§ EXERCISE DIRECTIONS: Among the entries below, how many lines have the string "Sort" in them? Only the number should be given.

[Opening RECORDS PROVIDED section]

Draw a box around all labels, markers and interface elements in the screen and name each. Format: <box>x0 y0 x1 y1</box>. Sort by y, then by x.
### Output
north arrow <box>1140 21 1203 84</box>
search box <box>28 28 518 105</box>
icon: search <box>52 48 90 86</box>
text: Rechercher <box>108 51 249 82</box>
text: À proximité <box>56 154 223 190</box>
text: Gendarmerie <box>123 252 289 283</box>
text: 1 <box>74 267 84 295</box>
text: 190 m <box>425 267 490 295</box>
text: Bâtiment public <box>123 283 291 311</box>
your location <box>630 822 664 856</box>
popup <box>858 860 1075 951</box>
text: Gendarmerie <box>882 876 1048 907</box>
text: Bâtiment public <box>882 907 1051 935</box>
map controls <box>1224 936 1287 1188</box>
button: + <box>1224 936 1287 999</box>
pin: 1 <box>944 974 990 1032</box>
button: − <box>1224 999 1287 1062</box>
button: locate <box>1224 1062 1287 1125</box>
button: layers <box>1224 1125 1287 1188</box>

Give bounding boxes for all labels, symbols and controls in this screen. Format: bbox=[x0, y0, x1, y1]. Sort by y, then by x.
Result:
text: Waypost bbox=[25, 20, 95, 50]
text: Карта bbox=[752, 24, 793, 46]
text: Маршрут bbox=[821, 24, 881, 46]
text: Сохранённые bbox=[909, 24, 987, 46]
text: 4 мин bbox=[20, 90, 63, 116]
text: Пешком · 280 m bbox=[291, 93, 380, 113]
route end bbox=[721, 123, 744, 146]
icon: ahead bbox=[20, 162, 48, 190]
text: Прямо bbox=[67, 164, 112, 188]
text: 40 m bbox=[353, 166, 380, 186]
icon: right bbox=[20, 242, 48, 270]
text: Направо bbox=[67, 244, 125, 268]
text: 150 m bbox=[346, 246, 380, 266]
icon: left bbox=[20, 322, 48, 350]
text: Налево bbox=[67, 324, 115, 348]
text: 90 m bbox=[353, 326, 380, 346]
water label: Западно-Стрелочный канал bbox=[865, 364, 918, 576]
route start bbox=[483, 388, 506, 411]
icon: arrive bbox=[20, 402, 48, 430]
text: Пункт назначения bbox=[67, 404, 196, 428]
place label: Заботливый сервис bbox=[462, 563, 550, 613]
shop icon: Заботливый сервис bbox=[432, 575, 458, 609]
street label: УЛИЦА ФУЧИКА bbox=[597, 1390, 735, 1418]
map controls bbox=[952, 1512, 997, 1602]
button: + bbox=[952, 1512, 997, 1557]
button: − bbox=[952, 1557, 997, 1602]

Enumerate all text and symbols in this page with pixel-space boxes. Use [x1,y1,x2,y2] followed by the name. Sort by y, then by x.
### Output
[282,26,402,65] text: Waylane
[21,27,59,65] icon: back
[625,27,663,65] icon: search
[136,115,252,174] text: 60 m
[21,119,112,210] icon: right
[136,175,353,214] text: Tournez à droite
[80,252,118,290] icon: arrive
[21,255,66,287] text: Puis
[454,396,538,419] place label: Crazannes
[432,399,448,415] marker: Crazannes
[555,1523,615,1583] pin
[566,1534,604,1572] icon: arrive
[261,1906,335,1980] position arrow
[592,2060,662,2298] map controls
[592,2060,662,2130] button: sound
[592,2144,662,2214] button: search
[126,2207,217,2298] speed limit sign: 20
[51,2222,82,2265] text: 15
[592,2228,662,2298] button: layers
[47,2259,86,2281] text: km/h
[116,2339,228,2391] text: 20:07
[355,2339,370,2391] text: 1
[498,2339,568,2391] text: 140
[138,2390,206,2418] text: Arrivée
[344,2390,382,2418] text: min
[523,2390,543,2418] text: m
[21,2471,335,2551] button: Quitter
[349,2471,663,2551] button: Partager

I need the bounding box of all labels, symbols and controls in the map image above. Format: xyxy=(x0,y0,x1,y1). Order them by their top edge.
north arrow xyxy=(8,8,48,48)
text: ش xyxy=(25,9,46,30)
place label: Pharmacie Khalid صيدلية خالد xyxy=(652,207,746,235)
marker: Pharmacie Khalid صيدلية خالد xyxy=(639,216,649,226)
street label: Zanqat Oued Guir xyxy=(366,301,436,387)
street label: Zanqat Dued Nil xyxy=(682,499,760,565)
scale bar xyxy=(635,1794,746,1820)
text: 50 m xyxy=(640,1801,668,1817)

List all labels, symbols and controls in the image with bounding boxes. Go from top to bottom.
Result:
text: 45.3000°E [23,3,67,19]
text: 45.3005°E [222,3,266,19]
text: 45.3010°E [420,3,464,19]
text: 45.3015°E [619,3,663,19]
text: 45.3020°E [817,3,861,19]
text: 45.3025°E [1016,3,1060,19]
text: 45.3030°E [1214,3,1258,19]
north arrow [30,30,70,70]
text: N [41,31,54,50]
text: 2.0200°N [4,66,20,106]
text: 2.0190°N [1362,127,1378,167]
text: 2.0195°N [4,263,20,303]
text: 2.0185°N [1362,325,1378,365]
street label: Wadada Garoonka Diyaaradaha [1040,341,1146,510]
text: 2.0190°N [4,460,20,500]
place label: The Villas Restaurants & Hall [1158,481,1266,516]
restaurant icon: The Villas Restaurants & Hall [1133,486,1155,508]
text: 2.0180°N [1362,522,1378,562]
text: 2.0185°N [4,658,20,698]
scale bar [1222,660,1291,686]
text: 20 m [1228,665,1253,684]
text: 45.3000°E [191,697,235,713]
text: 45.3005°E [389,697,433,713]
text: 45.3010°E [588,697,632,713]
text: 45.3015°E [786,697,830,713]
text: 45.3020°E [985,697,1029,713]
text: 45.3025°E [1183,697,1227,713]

[Closing RECORDS PROVIDED section]

§ ANSWER FOR THE TASK: 3